> **WHAT NEEDS TO BE DONE**: Which of the lines in the data below contain the string "center"? Copy each of them.

Items from a dataset:

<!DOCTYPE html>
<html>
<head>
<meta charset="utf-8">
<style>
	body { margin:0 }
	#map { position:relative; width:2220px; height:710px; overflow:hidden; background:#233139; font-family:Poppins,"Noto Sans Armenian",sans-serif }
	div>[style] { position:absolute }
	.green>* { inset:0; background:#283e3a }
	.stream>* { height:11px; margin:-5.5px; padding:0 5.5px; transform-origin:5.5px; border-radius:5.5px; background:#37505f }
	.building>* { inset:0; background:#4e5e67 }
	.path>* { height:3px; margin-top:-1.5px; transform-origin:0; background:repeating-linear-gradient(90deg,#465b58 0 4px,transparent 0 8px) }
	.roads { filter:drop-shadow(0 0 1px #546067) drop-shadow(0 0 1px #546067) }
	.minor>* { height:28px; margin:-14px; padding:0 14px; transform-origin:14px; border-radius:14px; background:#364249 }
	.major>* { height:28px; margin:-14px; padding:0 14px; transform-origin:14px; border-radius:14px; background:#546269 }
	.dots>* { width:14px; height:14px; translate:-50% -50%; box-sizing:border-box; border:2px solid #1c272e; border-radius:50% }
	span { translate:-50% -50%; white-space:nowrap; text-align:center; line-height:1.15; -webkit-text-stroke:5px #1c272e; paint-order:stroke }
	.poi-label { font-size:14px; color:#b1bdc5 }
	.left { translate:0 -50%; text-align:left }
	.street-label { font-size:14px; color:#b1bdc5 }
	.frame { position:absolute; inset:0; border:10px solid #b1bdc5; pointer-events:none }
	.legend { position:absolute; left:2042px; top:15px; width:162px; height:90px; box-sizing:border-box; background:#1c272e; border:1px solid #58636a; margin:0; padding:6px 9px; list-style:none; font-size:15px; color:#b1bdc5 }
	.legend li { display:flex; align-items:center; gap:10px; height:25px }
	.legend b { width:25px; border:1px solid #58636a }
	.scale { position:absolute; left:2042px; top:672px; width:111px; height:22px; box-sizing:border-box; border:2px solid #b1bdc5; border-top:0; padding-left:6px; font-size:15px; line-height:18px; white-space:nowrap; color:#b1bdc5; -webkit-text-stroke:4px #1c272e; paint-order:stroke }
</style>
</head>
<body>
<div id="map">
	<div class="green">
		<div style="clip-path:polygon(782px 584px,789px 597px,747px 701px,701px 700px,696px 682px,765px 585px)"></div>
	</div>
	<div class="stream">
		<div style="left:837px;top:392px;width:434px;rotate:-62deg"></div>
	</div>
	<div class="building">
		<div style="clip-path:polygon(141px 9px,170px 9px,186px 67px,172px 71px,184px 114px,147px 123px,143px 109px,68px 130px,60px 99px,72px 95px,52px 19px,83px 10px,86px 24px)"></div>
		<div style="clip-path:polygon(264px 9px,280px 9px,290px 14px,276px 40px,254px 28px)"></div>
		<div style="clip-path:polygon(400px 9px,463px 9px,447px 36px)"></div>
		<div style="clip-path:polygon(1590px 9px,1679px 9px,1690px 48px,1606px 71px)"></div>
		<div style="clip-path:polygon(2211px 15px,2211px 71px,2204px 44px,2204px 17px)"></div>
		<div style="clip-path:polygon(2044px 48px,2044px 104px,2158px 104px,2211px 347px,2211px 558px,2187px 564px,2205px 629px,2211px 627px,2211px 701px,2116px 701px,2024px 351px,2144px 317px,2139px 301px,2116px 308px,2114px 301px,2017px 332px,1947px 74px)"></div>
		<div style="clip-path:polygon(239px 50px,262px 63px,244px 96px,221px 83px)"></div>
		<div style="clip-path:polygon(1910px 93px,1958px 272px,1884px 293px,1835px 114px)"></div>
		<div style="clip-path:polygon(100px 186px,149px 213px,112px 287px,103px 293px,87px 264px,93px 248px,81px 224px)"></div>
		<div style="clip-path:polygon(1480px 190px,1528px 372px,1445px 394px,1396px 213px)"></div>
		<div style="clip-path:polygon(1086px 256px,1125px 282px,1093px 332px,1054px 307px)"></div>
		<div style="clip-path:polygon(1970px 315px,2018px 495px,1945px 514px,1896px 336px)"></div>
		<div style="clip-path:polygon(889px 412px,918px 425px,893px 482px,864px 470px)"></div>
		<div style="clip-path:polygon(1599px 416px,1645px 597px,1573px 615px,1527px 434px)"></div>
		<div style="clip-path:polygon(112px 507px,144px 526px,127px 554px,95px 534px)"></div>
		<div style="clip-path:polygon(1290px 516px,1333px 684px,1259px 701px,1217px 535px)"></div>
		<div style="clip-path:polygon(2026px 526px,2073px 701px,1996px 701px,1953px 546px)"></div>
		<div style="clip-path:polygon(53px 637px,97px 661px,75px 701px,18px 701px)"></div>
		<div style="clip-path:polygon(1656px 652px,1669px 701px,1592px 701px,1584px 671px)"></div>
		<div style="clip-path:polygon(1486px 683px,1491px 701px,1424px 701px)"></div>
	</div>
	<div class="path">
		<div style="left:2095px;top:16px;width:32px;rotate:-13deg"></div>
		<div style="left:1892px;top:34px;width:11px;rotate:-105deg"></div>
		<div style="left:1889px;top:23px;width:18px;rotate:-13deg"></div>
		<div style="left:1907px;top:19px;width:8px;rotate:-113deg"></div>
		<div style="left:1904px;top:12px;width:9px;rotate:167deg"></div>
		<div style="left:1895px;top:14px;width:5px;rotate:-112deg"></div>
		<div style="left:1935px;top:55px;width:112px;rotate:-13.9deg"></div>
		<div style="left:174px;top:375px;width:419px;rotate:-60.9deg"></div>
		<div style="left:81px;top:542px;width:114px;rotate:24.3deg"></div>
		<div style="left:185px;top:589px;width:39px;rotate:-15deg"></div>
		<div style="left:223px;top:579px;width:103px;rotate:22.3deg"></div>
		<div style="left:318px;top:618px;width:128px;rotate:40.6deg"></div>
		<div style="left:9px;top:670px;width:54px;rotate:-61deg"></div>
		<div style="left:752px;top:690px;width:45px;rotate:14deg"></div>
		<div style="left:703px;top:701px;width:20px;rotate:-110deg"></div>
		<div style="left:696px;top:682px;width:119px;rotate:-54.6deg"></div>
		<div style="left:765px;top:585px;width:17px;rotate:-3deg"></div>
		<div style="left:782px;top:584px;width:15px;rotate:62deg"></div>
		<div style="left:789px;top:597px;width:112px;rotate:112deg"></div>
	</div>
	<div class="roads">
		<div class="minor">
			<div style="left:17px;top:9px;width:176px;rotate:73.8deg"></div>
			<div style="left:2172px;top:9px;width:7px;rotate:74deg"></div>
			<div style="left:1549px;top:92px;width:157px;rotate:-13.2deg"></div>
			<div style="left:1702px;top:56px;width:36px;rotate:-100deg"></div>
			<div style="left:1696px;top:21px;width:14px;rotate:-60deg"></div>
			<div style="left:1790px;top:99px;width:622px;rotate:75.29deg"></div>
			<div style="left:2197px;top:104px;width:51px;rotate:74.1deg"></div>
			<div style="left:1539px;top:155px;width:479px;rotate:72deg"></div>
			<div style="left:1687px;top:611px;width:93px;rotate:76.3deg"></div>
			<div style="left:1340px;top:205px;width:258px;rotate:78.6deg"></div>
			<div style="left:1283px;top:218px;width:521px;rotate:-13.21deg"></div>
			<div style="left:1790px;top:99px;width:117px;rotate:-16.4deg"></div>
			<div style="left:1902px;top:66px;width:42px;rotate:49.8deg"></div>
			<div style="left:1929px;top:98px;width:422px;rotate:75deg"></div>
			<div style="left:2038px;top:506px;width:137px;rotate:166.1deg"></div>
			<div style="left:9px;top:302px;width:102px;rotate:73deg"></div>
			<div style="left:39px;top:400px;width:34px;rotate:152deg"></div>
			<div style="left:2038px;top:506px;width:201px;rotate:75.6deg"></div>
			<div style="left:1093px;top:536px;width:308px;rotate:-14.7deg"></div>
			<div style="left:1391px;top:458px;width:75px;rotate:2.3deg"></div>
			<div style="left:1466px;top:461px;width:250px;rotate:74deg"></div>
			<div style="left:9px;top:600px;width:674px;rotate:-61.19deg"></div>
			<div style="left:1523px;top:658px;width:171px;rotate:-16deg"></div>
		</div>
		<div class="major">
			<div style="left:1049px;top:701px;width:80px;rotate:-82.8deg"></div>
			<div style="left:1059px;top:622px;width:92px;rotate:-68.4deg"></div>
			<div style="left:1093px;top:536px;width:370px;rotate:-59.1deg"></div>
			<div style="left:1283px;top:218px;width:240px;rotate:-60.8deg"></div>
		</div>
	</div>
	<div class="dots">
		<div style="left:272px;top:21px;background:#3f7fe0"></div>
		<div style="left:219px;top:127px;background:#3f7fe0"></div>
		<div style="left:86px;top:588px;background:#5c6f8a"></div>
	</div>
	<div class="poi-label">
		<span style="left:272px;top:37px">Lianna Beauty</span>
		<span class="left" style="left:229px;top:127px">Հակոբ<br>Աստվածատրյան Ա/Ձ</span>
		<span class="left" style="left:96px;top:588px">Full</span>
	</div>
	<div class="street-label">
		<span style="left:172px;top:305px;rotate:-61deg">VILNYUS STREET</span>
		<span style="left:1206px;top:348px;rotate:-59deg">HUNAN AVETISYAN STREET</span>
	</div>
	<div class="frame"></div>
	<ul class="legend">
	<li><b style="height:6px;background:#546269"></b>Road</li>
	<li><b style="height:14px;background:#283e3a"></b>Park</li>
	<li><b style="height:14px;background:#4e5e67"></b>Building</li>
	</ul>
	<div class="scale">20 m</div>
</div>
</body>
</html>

> **RESPONSE TO THE EXERCISE**:
	span { translate:-50% -50%; white-space:nowrap; text-align:center; line-height:1.15; -webkit-text-stroke:5px #1c272e; paint-order:stroke }
	.legend li { display:flex; align-items:center; gap:10px; height:25px }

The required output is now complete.